▸ TASK GOAL
Search the material below for the string "bubble" and copy each line where it appears.

• • • •

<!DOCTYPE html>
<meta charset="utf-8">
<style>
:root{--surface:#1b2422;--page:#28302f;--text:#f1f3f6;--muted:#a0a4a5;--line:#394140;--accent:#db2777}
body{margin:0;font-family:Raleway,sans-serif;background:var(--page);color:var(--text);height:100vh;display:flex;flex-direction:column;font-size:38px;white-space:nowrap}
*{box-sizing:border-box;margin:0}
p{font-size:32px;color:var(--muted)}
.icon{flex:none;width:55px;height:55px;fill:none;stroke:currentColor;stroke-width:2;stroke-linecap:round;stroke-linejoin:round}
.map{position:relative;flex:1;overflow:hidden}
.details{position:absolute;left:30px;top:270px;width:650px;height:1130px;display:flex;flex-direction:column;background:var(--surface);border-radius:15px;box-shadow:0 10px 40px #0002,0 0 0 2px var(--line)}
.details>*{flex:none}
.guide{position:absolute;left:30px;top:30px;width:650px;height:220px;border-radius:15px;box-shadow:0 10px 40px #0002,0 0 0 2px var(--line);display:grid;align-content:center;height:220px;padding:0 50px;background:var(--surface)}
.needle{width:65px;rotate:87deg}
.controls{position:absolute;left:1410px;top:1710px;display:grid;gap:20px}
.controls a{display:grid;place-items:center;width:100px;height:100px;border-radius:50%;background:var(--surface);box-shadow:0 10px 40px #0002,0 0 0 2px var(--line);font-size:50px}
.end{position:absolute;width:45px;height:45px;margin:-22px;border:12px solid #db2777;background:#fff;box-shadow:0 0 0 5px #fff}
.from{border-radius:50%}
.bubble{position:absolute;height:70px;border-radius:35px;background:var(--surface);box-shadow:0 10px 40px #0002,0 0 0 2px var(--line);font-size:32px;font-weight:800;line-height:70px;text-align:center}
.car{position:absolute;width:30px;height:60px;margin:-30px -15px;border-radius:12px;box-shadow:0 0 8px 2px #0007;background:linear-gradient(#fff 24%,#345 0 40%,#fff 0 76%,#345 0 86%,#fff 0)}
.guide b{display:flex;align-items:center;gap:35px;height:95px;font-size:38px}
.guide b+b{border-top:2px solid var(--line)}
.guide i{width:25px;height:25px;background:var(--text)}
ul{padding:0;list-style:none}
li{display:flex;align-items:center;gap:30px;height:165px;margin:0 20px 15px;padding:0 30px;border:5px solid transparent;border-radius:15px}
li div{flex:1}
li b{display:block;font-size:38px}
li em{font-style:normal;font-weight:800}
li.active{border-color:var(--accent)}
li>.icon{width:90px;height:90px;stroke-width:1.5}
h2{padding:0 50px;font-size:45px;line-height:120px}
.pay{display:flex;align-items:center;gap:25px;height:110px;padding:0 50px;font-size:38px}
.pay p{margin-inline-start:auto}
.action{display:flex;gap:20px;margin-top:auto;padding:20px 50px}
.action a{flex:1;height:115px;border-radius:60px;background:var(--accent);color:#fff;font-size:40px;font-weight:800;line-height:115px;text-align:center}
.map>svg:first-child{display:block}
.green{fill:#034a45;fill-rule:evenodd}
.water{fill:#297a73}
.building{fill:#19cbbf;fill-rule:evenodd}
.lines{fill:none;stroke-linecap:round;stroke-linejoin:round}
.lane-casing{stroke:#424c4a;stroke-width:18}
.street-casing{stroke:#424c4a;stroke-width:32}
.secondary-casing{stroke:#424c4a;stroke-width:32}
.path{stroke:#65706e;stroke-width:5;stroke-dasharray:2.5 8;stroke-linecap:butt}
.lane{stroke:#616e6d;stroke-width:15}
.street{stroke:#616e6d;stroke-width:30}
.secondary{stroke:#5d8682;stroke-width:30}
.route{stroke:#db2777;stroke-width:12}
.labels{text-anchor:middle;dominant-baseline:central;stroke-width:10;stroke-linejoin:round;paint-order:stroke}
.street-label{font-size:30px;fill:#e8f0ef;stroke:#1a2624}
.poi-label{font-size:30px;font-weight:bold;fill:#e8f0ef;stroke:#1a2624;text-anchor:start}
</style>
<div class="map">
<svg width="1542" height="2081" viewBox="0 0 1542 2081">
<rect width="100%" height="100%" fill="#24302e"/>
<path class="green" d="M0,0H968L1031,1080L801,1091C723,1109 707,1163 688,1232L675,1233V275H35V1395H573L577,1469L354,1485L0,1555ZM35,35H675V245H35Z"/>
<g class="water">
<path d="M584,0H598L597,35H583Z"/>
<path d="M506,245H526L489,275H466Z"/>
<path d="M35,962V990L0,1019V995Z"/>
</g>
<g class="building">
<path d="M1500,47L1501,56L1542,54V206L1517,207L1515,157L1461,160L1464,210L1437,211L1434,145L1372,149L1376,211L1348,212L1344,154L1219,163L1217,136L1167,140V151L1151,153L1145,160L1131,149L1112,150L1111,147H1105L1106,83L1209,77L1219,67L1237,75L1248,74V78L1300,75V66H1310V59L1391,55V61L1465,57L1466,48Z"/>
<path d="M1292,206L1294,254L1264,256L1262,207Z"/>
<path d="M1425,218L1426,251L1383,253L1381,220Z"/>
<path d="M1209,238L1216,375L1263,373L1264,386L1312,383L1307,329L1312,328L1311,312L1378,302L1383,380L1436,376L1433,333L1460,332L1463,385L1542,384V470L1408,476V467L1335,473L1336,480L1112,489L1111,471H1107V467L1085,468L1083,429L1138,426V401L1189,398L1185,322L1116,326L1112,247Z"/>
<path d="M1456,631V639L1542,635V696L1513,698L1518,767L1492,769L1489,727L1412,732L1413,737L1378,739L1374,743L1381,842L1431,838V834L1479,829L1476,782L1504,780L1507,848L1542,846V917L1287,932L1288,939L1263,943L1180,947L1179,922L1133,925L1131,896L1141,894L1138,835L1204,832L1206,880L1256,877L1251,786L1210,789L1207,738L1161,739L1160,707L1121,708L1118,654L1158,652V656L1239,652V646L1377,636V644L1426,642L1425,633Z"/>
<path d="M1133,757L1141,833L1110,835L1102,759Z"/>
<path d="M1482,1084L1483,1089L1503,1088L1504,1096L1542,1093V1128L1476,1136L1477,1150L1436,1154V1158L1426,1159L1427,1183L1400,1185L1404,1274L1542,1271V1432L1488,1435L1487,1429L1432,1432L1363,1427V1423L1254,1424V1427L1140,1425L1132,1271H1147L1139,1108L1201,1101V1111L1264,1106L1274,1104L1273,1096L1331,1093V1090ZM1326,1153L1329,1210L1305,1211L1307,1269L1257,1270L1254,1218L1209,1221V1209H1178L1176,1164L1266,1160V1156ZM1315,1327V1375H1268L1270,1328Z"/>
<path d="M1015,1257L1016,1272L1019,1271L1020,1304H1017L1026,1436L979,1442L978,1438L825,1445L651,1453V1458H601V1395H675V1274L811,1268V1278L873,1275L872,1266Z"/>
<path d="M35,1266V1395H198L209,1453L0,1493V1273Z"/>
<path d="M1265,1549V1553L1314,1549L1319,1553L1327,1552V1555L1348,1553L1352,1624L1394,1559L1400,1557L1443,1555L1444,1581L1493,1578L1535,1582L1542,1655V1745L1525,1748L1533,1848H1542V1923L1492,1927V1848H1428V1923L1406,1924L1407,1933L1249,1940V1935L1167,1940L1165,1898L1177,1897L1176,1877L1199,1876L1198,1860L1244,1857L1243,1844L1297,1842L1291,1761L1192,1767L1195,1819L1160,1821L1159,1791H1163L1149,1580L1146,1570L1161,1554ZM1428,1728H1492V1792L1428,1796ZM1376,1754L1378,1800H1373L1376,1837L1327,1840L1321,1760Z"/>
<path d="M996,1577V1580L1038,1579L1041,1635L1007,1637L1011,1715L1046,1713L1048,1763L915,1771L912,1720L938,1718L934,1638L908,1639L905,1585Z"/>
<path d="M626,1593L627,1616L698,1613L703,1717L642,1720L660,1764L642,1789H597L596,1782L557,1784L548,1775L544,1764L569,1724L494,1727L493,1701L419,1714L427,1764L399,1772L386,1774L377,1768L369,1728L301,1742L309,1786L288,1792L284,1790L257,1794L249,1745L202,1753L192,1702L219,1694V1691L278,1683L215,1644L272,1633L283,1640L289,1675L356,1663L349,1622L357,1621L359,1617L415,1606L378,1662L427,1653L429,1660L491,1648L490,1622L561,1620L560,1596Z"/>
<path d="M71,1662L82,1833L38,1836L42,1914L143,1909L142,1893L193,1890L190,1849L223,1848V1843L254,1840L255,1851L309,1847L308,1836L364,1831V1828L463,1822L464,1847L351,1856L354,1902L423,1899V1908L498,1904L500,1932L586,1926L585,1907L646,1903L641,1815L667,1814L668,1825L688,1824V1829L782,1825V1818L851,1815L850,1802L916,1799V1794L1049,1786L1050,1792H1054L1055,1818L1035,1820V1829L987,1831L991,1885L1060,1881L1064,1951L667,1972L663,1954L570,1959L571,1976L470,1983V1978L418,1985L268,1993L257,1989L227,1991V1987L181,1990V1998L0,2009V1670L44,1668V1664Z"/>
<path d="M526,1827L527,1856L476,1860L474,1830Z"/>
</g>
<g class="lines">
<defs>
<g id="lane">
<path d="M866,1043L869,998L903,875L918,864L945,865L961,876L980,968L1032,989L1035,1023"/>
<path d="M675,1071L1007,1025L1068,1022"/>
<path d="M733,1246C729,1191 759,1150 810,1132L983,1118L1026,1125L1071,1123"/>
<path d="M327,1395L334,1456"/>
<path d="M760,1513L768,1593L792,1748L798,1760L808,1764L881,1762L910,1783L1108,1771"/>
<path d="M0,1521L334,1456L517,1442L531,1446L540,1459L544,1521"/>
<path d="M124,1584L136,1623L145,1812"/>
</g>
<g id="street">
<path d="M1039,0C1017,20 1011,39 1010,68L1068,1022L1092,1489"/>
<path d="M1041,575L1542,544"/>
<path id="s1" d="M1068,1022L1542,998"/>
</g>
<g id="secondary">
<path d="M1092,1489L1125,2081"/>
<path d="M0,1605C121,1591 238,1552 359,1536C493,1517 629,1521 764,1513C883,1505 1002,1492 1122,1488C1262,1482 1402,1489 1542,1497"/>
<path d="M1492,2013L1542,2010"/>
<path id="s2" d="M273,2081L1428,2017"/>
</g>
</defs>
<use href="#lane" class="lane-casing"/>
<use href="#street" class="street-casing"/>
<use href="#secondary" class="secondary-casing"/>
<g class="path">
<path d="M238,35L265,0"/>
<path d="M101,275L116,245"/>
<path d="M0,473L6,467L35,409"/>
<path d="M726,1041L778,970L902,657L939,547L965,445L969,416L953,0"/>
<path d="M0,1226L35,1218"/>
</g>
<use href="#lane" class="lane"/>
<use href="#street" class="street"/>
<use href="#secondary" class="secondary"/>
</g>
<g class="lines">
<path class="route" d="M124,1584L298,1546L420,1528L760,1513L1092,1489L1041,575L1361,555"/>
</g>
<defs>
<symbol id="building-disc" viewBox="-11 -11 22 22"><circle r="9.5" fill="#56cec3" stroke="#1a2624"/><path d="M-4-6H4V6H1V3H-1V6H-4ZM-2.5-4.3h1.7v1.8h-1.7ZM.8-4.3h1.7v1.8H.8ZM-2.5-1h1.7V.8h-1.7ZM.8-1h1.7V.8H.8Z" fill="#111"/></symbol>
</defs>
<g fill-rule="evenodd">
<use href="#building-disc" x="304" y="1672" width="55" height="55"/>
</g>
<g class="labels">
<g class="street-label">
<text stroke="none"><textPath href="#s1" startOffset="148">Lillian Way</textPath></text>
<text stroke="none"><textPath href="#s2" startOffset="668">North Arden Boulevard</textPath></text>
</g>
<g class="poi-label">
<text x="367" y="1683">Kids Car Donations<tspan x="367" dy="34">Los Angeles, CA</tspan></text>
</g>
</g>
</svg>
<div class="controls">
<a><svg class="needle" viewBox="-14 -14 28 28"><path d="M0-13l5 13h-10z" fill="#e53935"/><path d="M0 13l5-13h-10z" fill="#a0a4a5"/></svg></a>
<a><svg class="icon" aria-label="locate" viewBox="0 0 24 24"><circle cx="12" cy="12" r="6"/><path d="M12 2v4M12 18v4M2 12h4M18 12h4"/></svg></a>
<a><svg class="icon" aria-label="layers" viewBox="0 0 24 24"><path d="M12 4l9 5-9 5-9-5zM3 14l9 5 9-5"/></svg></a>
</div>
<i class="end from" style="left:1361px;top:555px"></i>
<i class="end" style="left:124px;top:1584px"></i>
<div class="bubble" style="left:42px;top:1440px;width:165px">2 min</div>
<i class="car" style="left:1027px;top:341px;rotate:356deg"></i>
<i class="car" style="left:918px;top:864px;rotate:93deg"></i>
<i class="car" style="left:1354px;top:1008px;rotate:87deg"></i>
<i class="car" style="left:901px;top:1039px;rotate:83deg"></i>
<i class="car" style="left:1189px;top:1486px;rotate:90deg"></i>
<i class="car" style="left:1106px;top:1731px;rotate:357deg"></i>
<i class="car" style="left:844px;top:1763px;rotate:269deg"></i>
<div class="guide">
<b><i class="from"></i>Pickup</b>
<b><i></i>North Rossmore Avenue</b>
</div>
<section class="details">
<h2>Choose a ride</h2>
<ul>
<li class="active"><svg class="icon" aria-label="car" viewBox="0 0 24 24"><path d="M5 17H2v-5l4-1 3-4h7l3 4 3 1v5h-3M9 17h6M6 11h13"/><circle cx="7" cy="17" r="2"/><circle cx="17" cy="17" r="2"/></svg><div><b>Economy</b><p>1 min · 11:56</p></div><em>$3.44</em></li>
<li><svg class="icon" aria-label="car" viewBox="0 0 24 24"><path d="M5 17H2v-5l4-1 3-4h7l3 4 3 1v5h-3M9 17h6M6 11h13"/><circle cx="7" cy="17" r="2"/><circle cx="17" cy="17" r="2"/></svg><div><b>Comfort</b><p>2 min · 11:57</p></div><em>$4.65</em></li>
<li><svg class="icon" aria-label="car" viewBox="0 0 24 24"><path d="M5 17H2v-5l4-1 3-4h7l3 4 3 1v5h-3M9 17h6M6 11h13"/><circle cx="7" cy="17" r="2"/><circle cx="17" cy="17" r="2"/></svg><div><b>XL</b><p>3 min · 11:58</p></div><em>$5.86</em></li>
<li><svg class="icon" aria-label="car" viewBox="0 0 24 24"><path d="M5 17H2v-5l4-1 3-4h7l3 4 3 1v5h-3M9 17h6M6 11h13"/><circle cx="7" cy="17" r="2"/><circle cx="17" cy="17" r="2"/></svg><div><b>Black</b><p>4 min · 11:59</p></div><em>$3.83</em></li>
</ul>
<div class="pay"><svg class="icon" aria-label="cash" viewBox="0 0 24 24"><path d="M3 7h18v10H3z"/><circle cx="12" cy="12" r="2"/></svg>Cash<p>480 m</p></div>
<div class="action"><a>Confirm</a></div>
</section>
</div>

• • • •

▸ SOLUTION TO THIS PROBLEM
.bubble{position:absolute;height:70px;border-radius:35px;background:var(--surface);box-shadow:0 10px 40px #0002,0 0 0 2px var(--line);font-size:32px;font-weight:800;line-height:70px;text-align:center}
<div class="bubble" style="left:42px;top:1440px;width:165px">2 min</div>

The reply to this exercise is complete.